Of course place will always play a role in my sense of belonging and the ways I find meaning because I enjoy being connected to nature. I need to be connected to the wild beauty of nature. But just as a cactus plant grows on a beached wreck, I too can work with place and around it.

Picture

What I’ve been learning by writing these short essays and putting myself out there, is that even if I don’t feel like I belong here and I can’t relate to some of the things going on around me I’m creating pockets of belonging. More importantly, I’m coming to appreciate them.Belonging is, after all, finding connection and meaning. Belonging is about being vulnerable and sharing things honestly. I shared Brené Brown’s 2010 Ted Talk recently on The Power of Vulnerability. Brown is a research professor in the US who has spent more than a dozen years studying vulnerability, courage, authenticity and shame.

What did she find?
That people who have a strong sense of love and belonging believe they are worthy of it. She reminds us that the original definition of courage is ”to tell the story of who you are with your whole heart.”What did these wholehearted people with a strong sense of love and belonging have in common?

*  The ”courage to be imperfect”,

*  The ”compassion to be kind to themselves first and then to others”, and

*  Authenticity and connection, because they let go of who they thought they were supposed to be and became who they really were.

The wholehearted also ”fully embraced vulnerability” and believed that ”what made them vulnerable, made them beautiful.”

Picture

So what does this have to do with pockets of belonging?These little pockets I’ve found, these pockets I’ve made, where I feel a connection, are those where I feel free to be myself. Where I can say what I’m thinking or what I believe and know my words will be taken as valid even though they may be questioned.
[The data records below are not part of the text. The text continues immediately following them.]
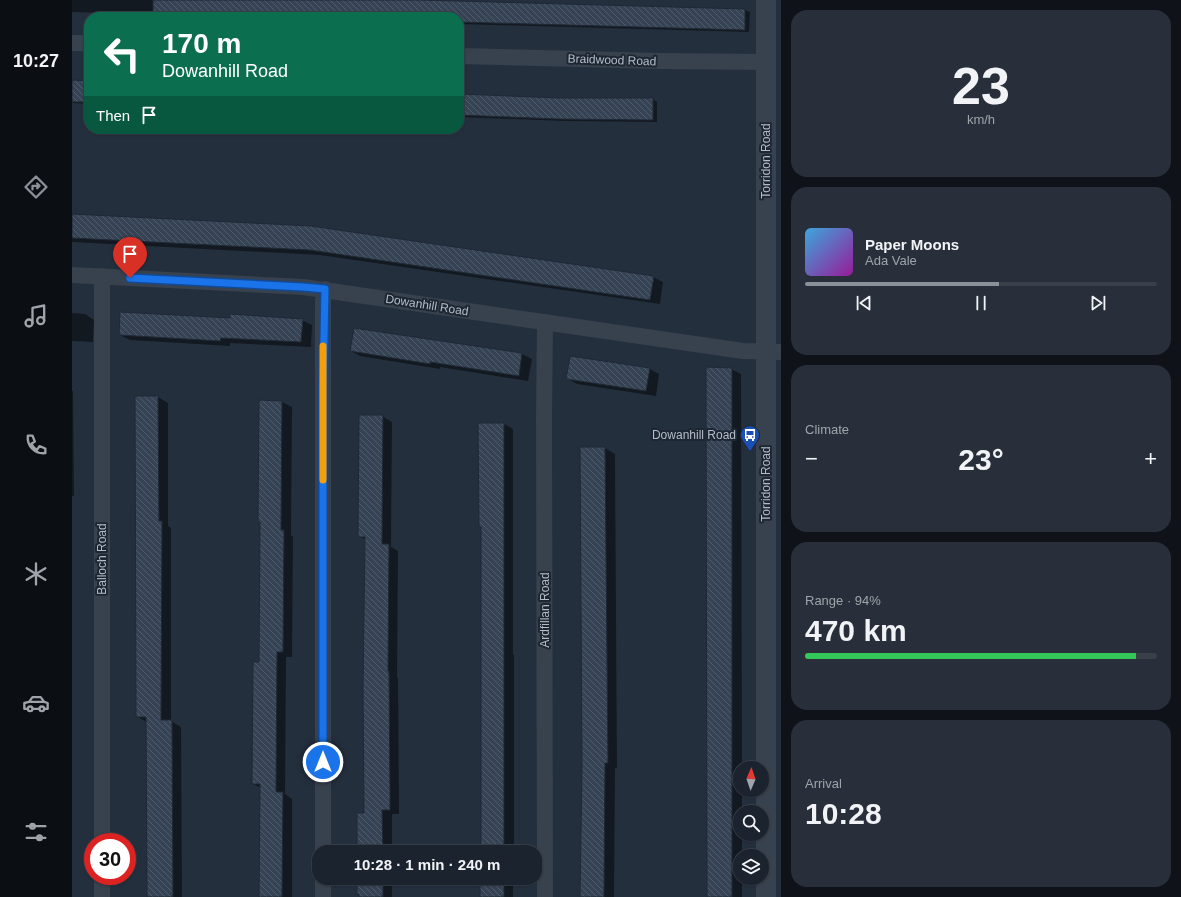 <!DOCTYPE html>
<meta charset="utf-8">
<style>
:root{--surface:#1b232e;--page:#282f3a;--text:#f1f3f6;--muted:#a0a4aa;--line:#39404a;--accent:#8c9099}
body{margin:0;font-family:Arial,sans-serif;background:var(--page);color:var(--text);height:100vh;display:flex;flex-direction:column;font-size:15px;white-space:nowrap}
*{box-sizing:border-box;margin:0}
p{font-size:13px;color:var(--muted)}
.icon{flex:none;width:22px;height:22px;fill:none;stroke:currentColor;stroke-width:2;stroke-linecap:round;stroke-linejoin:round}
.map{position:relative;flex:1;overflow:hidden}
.panel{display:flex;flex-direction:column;gap:10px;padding:10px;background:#0f1319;width:400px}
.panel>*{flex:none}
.guide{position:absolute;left:12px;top:12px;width:380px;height:122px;border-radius:16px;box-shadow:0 1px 3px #0004,0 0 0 1px var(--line);background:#0b6e4f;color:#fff;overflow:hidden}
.needle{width:26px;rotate:2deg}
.controls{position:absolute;left:661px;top:761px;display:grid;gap:8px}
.controls a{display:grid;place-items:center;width:36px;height:36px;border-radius:50%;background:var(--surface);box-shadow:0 1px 3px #0004,0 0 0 1px var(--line);font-size:20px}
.speed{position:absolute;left:12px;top:833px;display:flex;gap:8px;font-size:20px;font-weight:700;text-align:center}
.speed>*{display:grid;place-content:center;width:52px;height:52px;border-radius:50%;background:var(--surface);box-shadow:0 1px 3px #0004,0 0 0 1px var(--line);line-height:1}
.speed .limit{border:6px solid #d22;background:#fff;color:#111}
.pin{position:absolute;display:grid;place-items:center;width:34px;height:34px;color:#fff;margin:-41px -17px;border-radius:50% 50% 50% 0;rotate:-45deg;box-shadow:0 0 4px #0007}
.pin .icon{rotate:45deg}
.me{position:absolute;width:44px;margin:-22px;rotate:0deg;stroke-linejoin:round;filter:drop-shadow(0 0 3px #0008)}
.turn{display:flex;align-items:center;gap:14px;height:84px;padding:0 12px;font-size:18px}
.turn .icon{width:52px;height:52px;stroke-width:2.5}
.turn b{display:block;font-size:28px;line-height:34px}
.then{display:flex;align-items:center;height:38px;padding:0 12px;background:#0003;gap:8px;font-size:15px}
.big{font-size:30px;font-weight:600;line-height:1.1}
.panel .tile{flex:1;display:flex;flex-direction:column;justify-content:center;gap:6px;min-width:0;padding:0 14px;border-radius:16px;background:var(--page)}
.panel .dial{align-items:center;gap:0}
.dial b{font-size:52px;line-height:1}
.song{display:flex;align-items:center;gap:12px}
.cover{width:48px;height:48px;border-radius:6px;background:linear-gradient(135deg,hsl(200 70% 55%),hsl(300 70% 35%))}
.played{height:4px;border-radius:2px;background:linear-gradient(90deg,var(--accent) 55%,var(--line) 55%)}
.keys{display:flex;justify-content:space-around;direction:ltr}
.heat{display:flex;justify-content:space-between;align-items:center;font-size:22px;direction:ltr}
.charge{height:6px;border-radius:3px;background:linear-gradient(90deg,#34c759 94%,var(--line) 0)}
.trip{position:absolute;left:240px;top:845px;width:230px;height:40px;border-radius:16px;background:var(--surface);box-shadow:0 1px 3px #0004,0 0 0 1px var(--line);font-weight:600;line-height:40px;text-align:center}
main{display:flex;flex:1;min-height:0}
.tab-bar{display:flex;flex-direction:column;width:72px;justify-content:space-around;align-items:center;background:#0b0e12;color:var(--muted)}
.tab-bar .icon{width:28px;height:28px}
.tab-bar .active{color:var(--accent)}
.tab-bar b{font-size:18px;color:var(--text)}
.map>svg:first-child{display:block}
.shadow{fill:#0007}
.building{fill:url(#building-back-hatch);stroke:#1f2835}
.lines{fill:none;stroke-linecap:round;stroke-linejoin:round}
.minor{stroke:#38414e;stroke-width:16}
.tertiary{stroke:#38414e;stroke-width:20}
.route-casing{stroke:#114b97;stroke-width:10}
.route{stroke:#1a73e8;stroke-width:7}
.slow{stroke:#f59e0b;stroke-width:7}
.labels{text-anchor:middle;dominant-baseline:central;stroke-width:4;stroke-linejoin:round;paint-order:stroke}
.street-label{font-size:12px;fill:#b4bcc9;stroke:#1d2633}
.poi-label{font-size:12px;fill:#b4bcc9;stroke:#1d2633;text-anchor:end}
</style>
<main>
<nav class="tab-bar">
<b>10:27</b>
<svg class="icon active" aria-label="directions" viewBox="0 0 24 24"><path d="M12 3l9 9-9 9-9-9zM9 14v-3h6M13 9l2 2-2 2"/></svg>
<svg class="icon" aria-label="music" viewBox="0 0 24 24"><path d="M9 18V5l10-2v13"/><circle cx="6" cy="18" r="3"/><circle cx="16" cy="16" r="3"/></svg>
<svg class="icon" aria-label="phone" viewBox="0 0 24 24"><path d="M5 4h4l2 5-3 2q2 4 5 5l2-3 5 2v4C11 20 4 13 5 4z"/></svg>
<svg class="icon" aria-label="climate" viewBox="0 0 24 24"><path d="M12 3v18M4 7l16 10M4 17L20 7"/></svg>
<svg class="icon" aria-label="car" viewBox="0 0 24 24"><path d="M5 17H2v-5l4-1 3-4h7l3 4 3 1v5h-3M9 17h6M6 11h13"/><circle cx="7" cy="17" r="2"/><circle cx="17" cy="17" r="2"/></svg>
<svg class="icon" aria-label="filters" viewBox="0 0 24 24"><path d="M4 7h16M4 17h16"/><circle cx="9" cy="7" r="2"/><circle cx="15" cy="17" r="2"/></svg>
</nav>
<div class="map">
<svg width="709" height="897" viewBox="0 0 709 897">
<defs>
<pattern id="building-back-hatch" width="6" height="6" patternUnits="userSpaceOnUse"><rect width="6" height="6" fill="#364354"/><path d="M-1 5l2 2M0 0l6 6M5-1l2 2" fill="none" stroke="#515c6b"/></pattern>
</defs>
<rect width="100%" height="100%" fill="#242f3e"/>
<g class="shadow">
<polygon points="0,0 310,0 673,10 678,12 677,32 387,24 387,17 160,17 0,12"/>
<polygon points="0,81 17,82 17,104 0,103"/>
<polygon points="387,95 487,99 581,99 585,102 585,122 492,121 387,117"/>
<polygon points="0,215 581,277 591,282 588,304 248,255 0,242"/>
<polygon points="0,313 13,314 22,320 21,342 0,341"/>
<polygon points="159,319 230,320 240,325 239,347 158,343 158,346 58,340 48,335"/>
<polygon points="282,330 450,354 460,359 456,381 368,367 368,369 288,356 279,351"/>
<polygon points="578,369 587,374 584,396 505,384 495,378"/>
<polygon points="659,369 669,374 670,768 668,768 668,790 670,790 670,812 668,812 668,834 670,834 670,856 668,856 668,878 670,878 670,897 636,897"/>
<polygon points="0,391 1,391 2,496 0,496"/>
<polygon points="64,397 86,397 96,403 96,526 99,528 99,721 109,727 110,897 76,897 74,722 65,716"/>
<polygon points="188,401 210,402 220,407 219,535 221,537 220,657 214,657 213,794 220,799 220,897 188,897 189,788 181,784 188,664 189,523 187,521"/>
<polygon points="310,416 320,422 319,547 326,551 325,677 326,678 327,814 320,814 320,852 286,852 294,814 294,540 287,536"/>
<polygon points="432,424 441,429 441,654 442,655 442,852 410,852 410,527"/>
<polygon points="509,448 533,448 543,454 545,768 543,768 542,897 509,897 511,767"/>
<polygon points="286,878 320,878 320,897 287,897"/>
<rect x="409" y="878" width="32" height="19"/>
</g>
<g class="building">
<polygon points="81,0 348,0 673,9 673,30 387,22 387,17 220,17 81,13"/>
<polygon points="0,80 17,81 17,102 0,102"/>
<polygon points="388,94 487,98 581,98 581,120 487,119 387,115"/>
<polygon points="0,214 239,226 582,276 578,300 238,250 0,238"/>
<polygon points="48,312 158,318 158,314 231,319 229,342 149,338 148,341 47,335"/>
<polygon points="282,328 450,353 447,376 358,362 358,364 278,351"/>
<polygon points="498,356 578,368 574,391 494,379"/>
<polygon points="634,367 660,368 660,897 635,897"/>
<polygon points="63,396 86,396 87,521 90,521 89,720 100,720 101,897 75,897 74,717 64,717"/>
<polygon points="187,400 210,401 209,530 212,530 211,652 205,652 204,792 211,792 210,897 187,897 188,784 180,784 181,662 187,662 188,522 186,522"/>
<polygon points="287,415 311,415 310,544 317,544 316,671 317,671 318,792 318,810 310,810 311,852 285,852 285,813 292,813 291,689 293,537 286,537"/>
<polygon points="406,423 432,423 432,852 409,852 409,527 407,527"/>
<polygon points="508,447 533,447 536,763 533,763 532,897 508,897 510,767"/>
<polygon points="285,878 311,878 311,897 287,897 287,894 285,894"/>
<rect x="408" y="878" width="24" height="19"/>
</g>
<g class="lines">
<g class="minor">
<polyline points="0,43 17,43"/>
<polyline points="387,56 588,61 694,62"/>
<polyline points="0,275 231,287 671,351 709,352"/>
<polyline points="30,276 30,842"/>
<polyline points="251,852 251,301 253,289"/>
<polyline points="30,876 30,897"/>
<polyline points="251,878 251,897"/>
<polyline points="473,897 472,416 473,322"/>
</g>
<polyline class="tertiary" points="694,0 694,897"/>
</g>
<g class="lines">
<g class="route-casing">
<polyline id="route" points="58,278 231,287 253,289 251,386 251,762"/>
</g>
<use href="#route" class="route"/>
<polyline class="slow" points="251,480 251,346"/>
</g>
<defs>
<g id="bus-pin" transform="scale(1)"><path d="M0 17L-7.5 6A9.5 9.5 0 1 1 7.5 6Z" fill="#1a4fb4" stroke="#1d2633"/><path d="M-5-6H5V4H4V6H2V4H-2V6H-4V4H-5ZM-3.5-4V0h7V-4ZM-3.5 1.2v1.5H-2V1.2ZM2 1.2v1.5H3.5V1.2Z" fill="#fff"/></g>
</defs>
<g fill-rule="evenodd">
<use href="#bus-pin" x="678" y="435"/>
</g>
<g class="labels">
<g class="street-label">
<text transform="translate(540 60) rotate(2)">Braidwood Road</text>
<text transform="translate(694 161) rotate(-90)">Torridon Road</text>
<text transform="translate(355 305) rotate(9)">Dowanhill Road</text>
<text transform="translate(694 484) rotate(-90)">Torridon Road</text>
<text transform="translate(30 559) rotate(-90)">Balloch Road</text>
<text transform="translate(473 610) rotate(-90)">Ardfillan Road</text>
</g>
<g class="poi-label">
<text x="664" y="435">Dowanhill Road</text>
</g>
</g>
</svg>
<div class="controls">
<a><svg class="needle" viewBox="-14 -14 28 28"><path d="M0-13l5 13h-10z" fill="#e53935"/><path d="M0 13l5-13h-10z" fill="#a0a4aa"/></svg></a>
<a><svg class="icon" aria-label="search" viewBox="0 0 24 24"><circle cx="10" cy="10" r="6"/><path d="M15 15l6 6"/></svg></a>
<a><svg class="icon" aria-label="layers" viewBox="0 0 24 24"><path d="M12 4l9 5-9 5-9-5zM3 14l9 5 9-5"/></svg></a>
</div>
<div class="speed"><div class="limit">30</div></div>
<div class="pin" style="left:58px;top:278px;background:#d93025"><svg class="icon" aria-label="arrive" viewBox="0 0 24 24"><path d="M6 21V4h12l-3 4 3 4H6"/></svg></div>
<svg class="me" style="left:251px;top:762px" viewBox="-20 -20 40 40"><circle r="17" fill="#1a73e8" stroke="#fff" stroke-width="3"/><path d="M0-11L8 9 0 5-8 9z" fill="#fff"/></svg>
<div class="trip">10:28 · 1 min · 240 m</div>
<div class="guide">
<div class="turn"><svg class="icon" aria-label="left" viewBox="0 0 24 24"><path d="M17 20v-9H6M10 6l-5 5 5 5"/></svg><div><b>170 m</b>Dowanhill Road</div></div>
<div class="then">Then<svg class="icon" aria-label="arrive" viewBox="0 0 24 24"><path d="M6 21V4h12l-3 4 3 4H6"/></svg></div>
</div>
</div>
<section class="panel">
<div class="tile dial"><b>23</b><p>km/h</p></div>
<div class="tile">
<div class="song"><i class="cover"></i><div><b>Paper Moons</b><p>Ada Vale</p></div></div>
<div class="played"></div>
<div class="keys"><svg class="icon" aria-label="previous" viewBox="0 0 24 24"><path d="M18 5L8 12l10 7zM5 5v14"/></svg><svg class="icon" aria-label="pause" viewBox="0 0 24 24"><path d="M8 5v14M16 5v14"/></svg><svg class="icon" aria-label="next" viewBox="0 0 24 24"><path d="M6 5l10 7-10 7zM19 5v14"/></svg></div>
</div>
<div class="tile"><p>Climate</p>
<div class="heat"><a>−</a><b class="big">23°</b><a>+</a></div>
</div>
<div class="tile"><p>Range · 94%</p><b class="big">470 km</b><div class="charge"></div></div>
<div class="tile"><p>Arrival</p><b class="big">10:28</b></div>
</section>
</main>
When I reach into my pockets of belonging, I find my small online group of writers in the UK and Australia, I find other foreigners or Australians returned from years overseas eager to discuss identity and belonging, I find my family, I find a couple of lovely neighbours, I find my friends spread over several countries, I find my small music community and my small French community.

And I find you — this growing community of people around the world interested in the subject of belonging.

That’s a lot of pockets. How do I sew them all into the same outfit?

By being vulnerable and telling the world I don’t belong.